Location
- 3800 Harris Avenue Las Vegas, Nevada 89110 United States 36°10′43″N 115°05′33″W﻿ / ﻿36.17867°N 115.0924°W

Information
- School type: Public School & Magnet School For Communications & Information Technology & Culinary Arts
- Motto: Making An Impact
- Established: 1999
- School district: Clark County School District
- Principal: Shirley Jimenez
- Teaching staff: 153.00 (FTE)
- Grades: 9–12
- Enrollment: 3,011 (2024–2025)
- Student to teacher ratio: 19.68
- Colours: Blue, black, white, and silver
- Athletics conference: Sunrise 1A Region
- Team name: Jaguars
- Publication: The Prowler
- Website: www.desertpineshs.org

= Desert Pines High School =

Desert Pines High School is a public high school in Las Vegas, Nevada, United States, and is a part of the Clark County School District. The school which opened in 1999, also houses the Academy of Information Technology and the Academy of Communications.

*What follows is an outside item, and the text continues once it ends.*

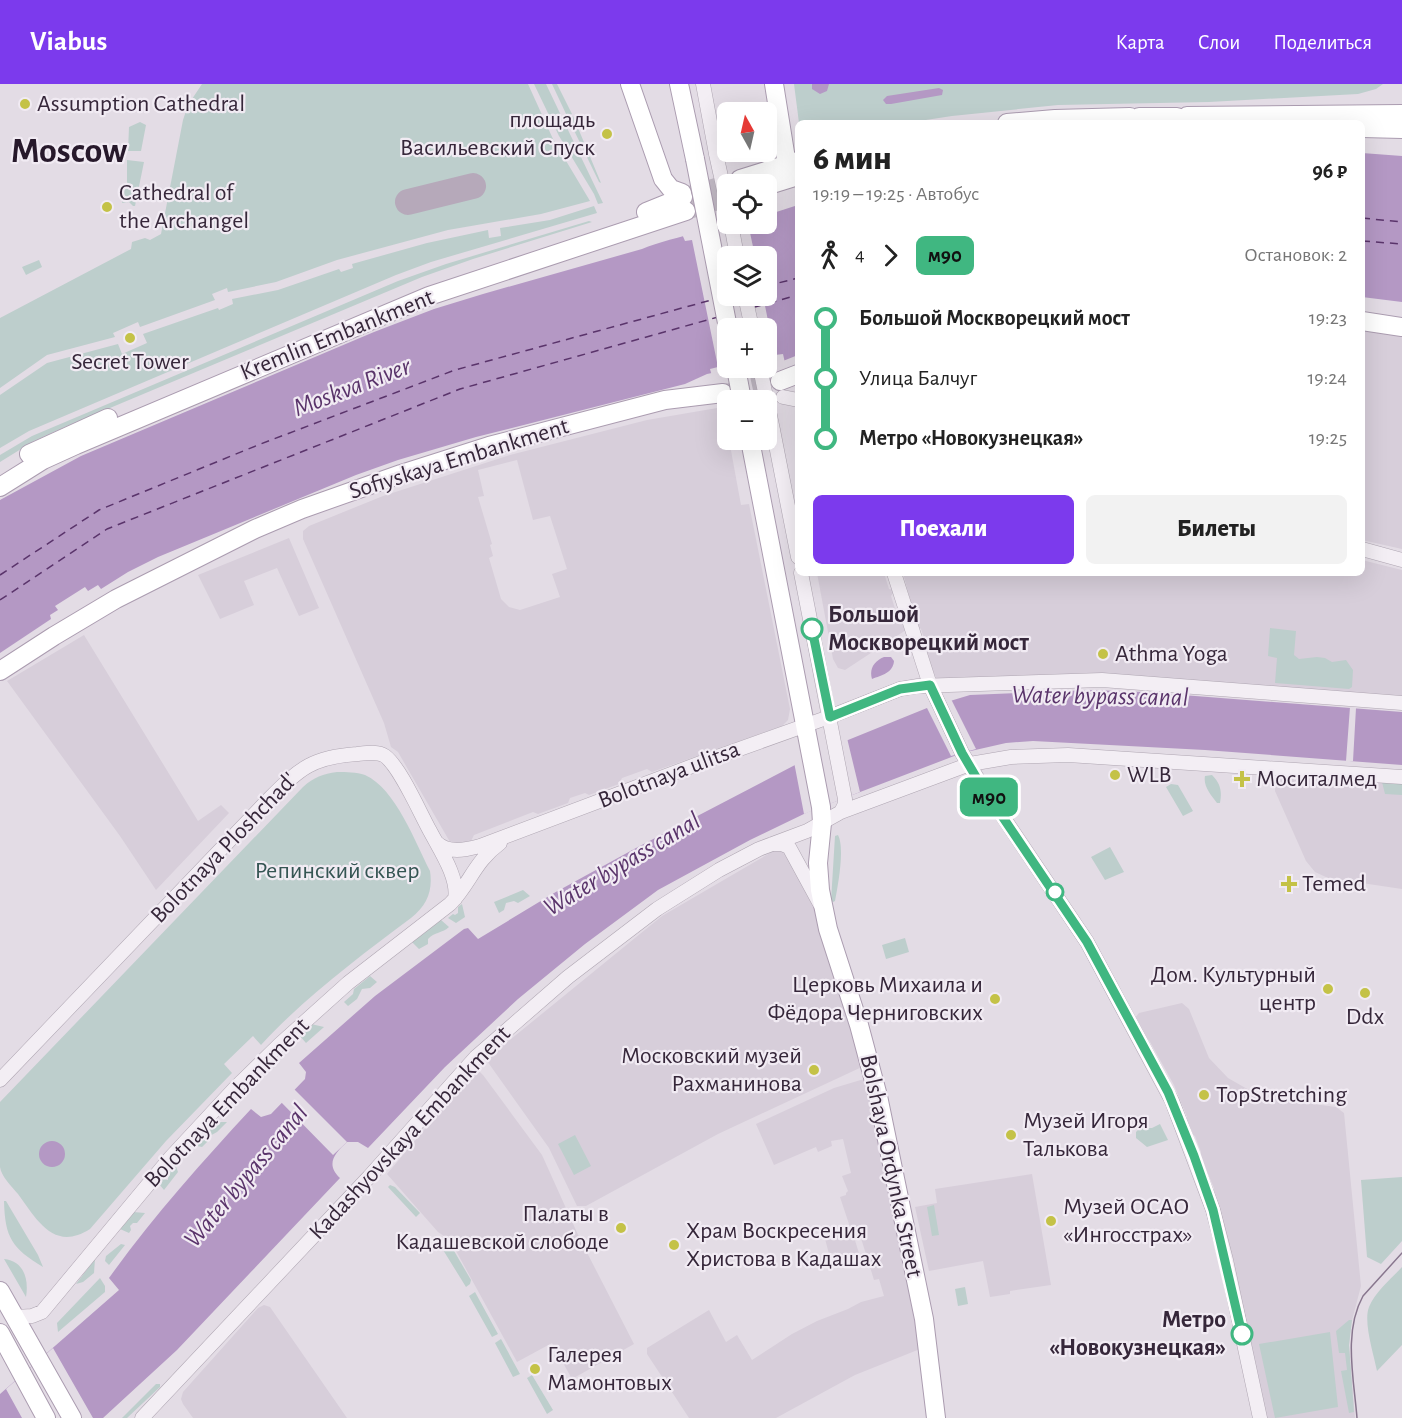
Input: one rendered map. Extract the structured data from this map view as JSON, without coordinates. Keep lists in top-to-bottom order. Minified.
{"streets":{"main road":["Kremlin Embankment","Sofiyskaya Embankment","Bolshaya Ordynka Street"],"street":["Bolotnaya ulitsa","Bolotnaya Ploshchad'","Bolotnaya Embankment","Kadashyovskaya Embankment"]},"crossings":[["Bolotnaya ulitsa","Bolotnaya Ploshchad'"],["Bolotnaya ulitsa","Bolotnaya Embankment"],["Bolotnaya ulitsa","Bolshaya Ordynka Street"],["Bolotnaya Ploshchad'","Bolotnaya Embankment"],["Kadashyovskaya Embankment","Bolshaya Ordynka Street"]],"districts":["Moscow"],"water":["Moskva River","Water bypass canal"],"parks":["Репинский сквер"],"places":{"other":["Assumption Cathedral","площадь Васильевский Спуск","Cathedral of the Archangel","Secret Tower","Большой Москворецкий мост","Athma Yoga","WLB","Дом. Культурный центр","Ddx","Церковь Михаила и Фёдора Черниговских","Московский музей Рахманинова","TopStretching","Музей Игоря Талькова","Музей ОСАО «Ингосстрах»","Палаты в Кадашевской слободе","Храм Воскресения Христова в Кадашах","Метро «Новокузнецкая»","Галерея Мамонтовых"],"health":["Моситалмед","Temed"]},"lines":["bus line м90"],"north":"top","page":{"header":"Viabus","nav":["Карта","Слои","Поделиться"],"on_map":"м90","map_buttons":["+","−"],"heading":["6 мин","19:19 – 19:25 · Автобус","96 ₽"],"legs":["4","м90","Остановок: 2"],"list":[{"name":"Большой Москворецкий мост","value":"19:23"},{"name":"Улица Балчуг","value":"19:24"},{"name":"Метро «Новокузнецкая»","value":"19:25"}],"buttons":["Поехали","Билеты"]}}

== Academy of Information Technology ==
The Academy of Information Technology at Desert Pines is a magnet program that educates students on the products, service, and implementation of information technology. Students enrolled in the academy learn about hardware (CyberCore, tech support, and computer forensics), software (programming, web development, and ORACLE), as well as networks (Cisco, Novell, etc.). After graduating from the program, students receive industry recognized certifications in A+, Cisco, Java, and ORACLE.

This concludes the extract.